🤖 AI Summary
This paper addresses causal effect identification under multiple treatments without experimental data or prior knowledge of the causal graph. We propose a purely data-driven method for automatically discovering valid covariate adjustment sets. Departing from reliance on a pre-specified causal graph, our approach introduces— for the first time—two novel adjustment-set construction pathways grounded solely in data-dependent relationships rather than graphical structure. By generalizing the notion of c-equivalence and establishing a sufficiency criterion for adjustability under multiple treatments, we overcome the restrictive single-treatment assumption. Our algorithm integrates conditional independence testing, d-separation principles, and nonparametric dependence analysis. We provide theoretical guarantees of sufficiency and empirically validate the method on synthetic and benchmark datasets, demonstrating high accuracy and robustness of the discovered adjustment sets, along with substantial improvements in the precision of multi-treatment causal effect estimation.
📝 Abstract
Covariate adjustment is one method of causal effect identification in non-experimental settings.
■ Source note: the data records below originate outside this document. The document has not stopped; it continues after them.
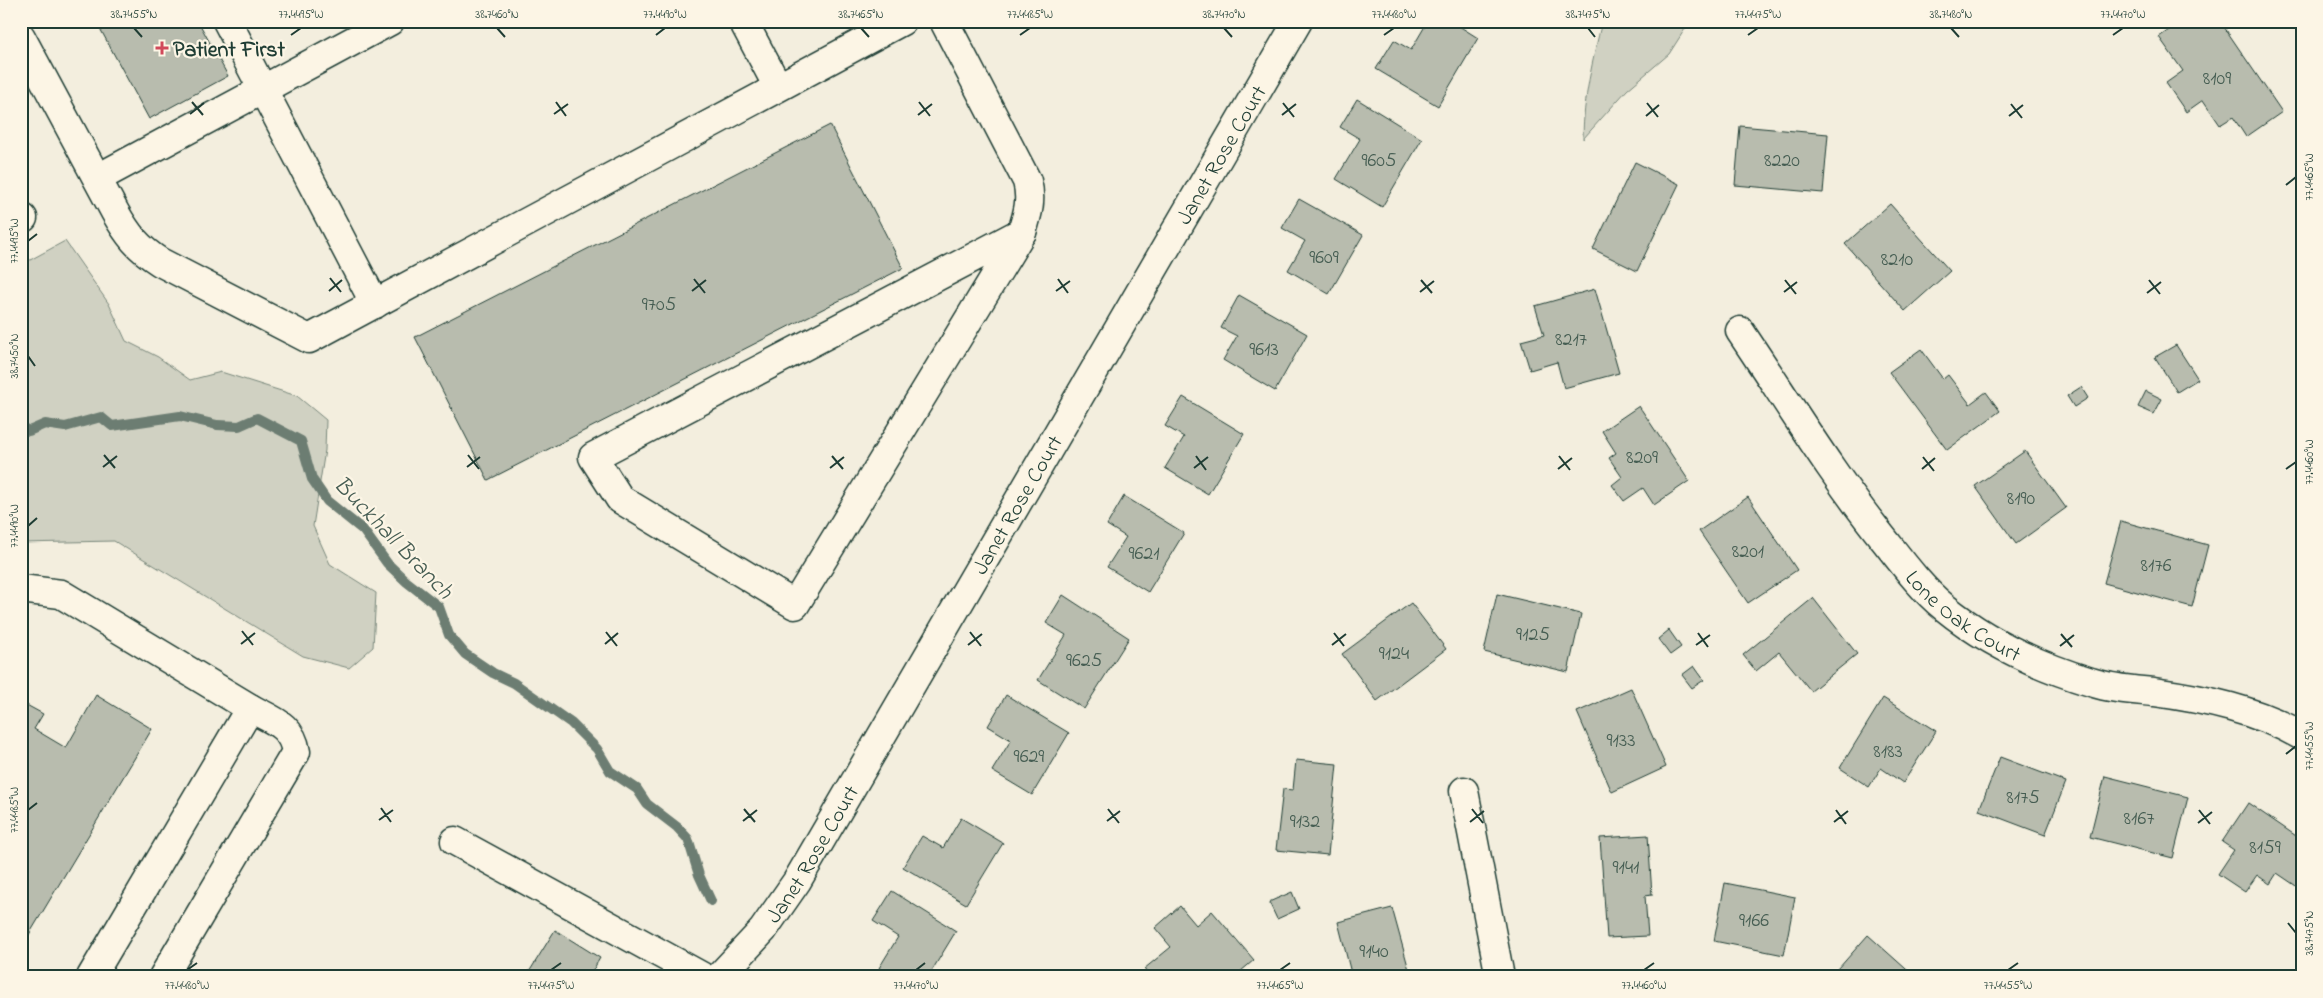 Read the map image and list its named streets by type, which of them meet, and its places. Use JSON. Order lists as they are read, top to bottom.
{
  "streets": {
    "street": ["Janet Rose Court", "Lone Oak Court"]
  },
  "water": ["Buckhall Branch"],
  "places": {
    "health": ["Patient First"]
  },
  "house_numbers": [
    "8109",
    "9605",
    "8220",
    "9609",
    "8210",
    "9705",
    "8217",
    "9613",
    "8209",
    "8190",
    "8201",
    "9621",
    "8176",
    "9125",
    "9124",
    "9625",
    "9133",
    "8183",
    "9629",
    "8175",
    "8167",
    "9132",
    "8159",
    "9141",
    "9166",
    "9140"
  ],
  "coordinates": [
    "38.7455°N",
    "77.4495°W",
    "38.7460°N",
    "77.4490°W",
    "38.7465°N",
    "77.4485°W",
    "38.7470°N",
    "77.4480°W",
    "38.7475°N",
    "77.4475°W",
    "38.7480°N",
    "77.4470°W",
    "77.4465°W",
    "38.7450°N",
    "77.4460°W",
    "77.4455°W"
  ]
}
Prior research provides routes for finding appropriate adjustments sets, but much of this research assumes knowledge of the underlying causal graph. In this paper, we present two routes for finding adjustment sets that do not require knowledge of a graph -- and instead rely on dependencies and independencies in the data directly. We consider a setting where the adjustment set is unaffected by treatment or outcome. Our first route shows how to extend prior research in this area using a concept known as c-equivalence. Our second route provides sufficient criteria for finding adjustment sets in the setting of multiple treatments.